Meanwhile, the president searched for a negotiated settlement. Late in April he announced that the United States would resume negotiations in Paris, but the revived talks remained hopelessly deadlocked. During the summer months, Kissinger's well-publicized trips to Paris, Moscow, Peking, and Saigon sparked rumors of an impending settlement. Washington and Hanoi seemed to agree on the need for political change in Saigon, but they disagreed on the means to achieve it; Thieu's role in Saigon's future remained the key to a settlement in 1972, just as it had been four years earlier. However, on October 26 Hanoi disclosed that there had been a breakthrough in the Paris negotiations between Kissinger and Le Duc Tho on October 8, and both sides appeared to have reached a general agreement on a ninepoint plan for ending the war and establishing a new political order in South Vietnam. The agreement, which the United States was to have signed by October 31, according to Hanoi, provided for a cease-fire in South Vietnam and the withdrawal of American troops within 60 days, during which time all captured military personnel and foreign civilians would be repatriated, with North Vietnam accounting for all American prisoners and men reported as missing in action throughout Indochina.

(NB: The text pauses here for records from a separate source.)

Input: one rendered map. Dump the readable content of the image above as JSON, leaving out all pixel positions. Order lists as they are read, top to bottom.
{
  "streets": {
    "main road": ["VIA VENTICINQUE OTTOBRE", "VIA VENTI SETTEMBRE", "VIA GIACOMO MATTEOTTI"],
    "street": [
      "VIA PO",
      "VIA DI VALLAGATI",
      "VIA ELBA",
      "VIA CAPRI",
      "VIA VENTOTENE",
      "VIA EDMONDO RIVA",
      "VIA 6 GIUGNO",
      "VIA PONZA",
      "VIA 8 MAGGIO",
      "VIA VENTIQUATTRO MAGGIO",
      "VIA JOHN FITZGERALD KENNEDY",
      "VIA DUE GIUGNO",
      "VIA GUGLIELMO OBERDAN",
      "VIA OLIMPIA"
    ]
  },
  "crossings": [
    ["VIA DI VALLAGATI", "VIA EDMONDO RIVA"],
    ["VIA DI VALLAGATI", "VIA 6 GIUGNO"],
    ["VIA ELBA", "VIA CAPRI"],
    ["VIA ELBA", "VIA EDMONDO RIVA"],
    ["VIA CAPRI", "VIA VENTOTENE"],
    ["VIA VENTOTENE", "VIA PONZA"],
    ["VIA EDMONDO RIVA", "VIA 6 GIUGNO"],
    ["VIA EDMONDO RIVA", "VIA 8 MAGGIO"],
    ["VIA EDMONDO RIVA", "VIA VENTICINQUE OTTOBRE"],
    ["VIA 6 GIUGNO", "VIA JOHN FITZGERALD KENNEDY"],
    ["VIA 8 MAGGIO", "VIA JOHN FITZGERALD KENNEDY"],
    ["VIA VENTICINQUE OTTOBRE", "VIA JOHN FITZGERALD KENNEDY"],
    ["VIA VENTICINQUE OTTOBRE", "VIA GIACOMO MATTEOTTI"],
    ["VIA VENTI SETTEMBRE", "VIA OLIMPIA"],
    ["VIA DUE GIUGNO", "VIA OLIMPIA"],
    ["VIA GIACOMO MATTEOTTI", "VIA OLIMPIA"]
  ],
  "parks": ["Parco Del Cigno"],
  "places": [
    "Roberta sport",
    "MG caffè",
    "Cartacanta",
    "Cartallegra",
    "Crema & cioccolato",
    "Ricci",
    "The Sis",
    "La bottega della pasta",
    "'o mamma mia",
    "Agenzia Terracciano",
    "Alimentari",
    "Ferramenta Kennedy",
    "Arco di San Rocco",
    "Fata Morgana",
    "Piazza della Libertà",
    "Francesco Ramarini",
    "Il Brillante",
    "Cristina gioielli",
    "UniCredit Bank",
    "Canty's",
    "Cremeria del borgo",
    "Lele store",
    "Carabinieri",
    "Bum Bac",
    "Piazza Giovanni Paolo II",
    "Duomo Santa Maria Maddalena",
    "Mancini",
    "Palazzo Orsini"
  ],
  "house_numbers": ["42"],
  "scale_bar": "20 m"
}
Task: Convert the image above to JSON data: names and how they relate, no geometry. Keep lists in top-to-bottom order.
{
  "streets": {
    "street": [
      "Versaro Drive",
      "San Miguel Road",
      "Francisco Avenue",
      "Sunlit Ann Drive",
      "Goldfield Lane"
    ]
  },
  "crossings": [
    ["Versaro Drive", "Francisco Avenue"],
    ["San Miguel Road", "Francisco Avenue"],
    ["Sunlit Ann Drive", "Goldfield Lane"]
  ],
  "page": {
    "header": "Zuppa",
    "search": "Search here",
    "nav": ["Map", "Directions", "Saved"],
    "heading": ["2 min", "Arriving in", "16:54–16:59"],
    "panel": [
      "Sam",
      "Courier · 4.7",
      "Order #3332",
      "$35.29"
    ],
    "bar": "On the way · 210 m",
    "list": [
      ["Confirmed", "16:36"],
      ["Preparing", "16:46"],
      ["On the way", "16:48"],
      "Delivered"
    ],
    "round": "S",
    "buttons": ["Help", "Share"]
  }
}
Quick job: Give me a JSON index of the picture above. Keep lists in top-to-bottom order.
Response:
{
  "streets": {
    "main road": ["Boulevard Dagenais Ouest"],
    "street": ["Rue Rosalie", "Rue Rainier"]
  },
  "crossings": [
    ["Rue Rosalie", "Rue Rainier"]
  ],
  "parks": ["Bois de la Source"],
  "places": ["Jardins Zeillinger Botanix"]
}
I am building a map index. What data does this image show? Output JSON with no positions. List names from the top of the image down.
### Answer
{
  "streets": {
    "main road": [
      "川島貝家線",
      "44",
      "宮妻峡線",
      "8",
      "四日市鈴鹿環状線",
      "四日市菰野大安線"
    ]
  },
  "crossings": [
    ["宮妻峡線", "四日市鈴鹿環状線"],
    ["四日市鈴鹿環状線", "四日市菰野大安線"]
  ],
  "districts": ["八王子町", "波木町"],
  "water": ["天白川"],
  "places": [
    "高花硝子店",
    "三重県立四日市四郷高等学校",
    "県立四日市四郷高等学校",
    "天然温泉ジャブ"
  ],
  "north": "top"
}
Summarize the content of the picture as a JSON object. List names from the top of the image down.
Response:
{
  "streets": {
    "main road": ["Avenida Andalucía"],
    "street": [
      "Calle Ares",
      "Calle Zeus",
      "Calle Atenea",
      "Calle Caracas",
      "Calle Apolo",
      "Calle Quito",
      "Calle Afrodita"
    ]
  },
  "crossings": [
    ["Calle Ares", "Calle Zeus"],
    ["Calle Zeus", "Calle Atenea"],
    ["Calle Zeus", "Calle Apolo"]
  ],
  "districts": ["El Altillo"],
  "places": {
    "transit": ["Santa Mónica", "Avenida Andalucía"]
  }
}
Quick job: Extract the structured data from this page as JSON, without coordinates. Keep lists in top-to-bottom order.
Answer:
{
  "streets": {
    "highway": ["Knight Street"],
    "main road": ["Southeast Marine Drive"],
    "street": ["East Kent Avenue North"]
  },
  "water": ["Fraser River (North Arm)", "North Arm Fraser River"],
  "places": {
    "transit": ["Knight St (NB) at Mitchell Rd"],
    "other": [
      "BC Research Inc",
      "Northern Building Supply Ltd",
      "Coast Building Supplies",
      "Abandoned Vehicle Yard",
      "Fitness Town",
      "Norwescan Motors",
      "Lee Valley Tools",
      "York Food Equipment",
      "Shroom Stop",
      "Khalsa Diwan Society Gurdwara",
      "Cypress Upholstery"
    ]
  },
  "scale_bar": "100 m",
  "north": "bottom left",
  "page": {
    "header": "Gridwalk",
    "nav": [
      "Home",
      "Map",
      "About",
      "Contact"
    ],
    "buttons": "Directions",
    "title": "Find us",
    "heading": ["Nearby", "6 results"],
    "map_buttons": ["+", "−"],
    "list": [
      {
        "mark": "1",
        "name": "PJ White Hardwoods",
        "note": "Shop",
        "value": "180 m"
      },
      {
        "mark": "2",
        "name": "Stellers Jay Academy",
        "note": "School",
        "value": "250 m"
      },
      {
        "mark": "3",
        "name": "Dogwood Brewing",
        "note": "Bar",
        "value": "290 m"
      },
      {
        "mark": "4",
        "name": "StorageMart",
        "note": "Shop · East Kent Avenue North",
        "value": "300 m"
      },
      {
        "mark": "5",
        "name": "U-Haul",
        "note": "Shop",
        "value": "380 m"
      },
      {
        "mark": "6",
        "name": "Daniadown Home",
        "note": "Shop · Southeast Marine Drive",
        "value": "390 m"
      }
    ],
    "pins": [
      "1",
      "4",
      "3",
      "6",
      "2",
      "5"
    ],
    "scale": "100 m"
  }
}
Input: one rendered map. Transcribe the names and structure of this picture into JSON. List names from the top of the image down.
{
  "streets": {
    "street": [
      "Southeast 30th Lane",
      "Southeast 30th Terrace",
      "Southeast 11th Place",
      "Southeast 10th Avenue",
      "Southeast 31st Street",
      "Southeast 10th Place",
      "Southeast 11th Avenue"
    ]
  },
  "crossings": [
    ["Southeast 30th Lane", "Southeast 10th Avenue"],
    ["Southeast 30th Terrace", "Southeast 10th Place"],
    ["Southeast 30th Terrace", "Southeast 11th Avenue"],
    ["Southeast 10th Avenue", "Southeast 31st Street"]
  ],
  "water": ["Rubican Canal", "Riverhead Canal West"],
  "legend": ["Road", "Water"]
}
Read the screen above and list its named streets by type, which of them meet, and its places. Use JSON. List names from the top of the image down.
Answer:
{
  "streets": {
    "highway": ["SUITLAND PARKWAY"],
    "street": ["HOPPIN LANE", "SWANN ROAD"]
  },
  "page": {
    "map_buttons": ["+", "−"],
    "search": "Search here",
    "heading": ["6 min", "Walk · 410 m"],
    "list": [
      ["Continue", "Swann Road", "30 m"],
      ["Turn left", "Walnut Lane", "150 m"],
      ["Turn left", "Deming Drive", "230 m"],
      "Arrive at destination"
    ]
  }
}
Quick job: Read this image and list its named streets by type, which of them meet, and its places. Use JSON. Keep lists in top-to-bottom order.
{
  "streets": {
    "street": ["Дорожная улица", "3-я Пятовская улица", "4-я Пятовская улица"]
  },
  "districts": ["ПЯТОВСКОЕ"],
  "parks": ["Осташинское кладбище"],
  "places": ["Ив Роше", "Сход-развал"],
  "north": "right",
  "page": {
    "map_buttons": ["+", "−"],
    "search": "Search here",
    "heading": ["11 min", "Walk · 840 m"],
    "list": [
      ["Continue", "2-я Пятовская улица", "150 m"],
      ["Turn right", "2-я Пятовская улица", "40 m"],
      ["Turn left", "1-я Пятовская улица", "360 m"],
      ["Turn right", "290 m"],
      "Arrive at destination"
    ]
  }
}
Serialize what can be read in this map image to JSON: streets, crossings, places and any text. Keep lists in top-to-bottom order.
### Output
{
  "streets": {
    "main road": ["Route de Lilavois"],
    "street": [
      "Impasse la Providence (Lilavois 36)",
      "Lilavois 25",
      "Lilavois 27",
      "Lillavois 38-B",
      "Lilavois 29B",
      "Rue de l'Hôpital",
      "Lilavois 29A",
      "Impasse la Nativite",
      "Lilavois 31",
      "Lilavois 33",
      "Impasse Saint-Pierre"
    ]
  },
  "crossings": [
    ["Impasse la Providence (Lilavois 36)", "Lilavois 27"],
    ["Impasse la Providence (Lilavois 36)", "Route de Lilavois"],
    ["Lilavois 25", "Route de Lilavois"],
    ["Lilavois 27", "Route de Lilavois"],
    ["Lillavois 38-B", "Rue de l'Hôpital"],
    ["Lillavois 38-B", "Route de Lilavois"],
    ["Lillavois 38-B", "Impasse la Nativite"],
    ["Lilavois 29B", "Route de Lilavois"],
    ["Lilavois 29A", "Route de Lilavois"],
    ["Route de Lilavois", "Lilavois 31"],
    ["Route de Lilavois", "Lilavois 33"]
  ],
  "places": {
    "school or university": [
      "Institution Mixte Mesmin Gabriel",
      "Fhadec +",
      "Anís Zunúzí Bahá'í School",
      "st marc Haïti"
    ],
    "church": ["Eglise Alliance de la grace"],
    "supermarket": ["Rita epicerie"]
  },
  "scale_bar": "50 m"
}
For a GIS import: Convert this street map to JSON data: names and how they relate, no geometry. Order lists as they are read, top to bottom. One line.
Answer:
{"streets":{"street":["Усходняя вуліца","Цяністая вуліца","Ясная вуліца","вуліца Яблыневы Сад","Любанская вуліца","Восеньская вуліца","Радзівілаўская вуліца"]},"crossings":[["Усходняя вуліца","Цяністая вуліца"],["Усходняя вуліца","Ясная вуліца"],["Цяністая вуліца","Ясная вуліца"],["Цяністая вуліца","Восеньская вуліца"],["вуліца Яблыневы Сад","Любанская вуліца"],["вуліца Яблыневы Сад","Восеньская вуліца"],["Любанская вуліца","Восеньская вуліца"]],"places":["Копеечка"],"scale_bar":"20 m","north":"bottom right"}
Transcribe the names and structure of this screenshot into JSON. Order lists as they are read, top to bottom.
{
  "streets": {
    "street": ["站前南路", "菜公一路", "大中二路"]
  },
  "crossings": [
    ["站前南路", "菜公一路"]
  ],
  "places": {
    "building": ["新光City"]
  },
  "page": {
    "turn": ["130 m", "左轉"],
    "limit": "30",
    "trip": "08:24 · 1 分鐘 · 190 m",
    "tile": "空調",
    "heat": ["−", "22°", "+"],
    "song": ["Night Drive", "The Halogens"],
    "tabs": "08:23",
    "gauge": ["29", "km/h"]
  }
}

Although the agreement was not signed by the October 31 deadline, U.S. officials remained confident that peace was near. But as Election Day passed, both the rhetoric and the fighting continued to escalate. Hanoi renewed its insistence on Thieu's ouster, and the Saigon government denounced what it considered certain crucially vague passages about its future. Even as Henry Kissinger prepared for yet more talks with Le Duc Tho, U.S. bombers struck throughout Indochina. It seemed increasingly likely that even the signing of an agreement would bring no quick end to the war.
The Peking summit.
Behind the president's carefully planned trip to Peking in February 1972 was not only the Sino-Soviet rivalry but also China's emergence as a major factor in the burgeoning Asian balance of power. Critics who feared that the Peking trip would astonish and antagonize the country's Asian allies still agreed generally that U.S. interests demanded better communications with Peking. A reconciliation with China, moreover, would remove from Vietnam the specter of Chinese expansionism that long served as the rationale for American containment policy in Southeast Asia.
Nixon's welcome in Peking was modest but correct. Despite the subsequent cordiality the U.S.-Chinese reconciliation was far from complete. For the president the visit was a historic event, 'a week that changed the world.' Peking gave up its official hostility but gained an occasion for warning the Soviets, isolating Japan, and threatening Taiwan. In fact, the Peking summit proved to be less an exercise in diplomacy than a television spectacular for the benefit of American viewers.
The final communiqué dwelt on disagreements, especially that over Taiwan. The president acknowledged that Taiwan's future was a question to be resolved by the Chinese people. The United States would reduce its forces on Taiwan as tension in the area diminished, but it would not cut its ties with the Nationalists. On the Vietnam issue the two nations again agreed to differ. Elsewhere the communiqué was more positive. The two countries agreed to respect 'the sovereignty and territorial integrity of all states.' Neither would seek hegemony in the Asia-Pacific region, and both would oppose the efforts of any other country to do so. They agreed on the importance of broadened contacts, increased trade, and further diplomatic consultation. For the moment, Peking refused to accept a permanent diplomatic representation, but the two nations maintained constant diplomatic association through their ambassadors.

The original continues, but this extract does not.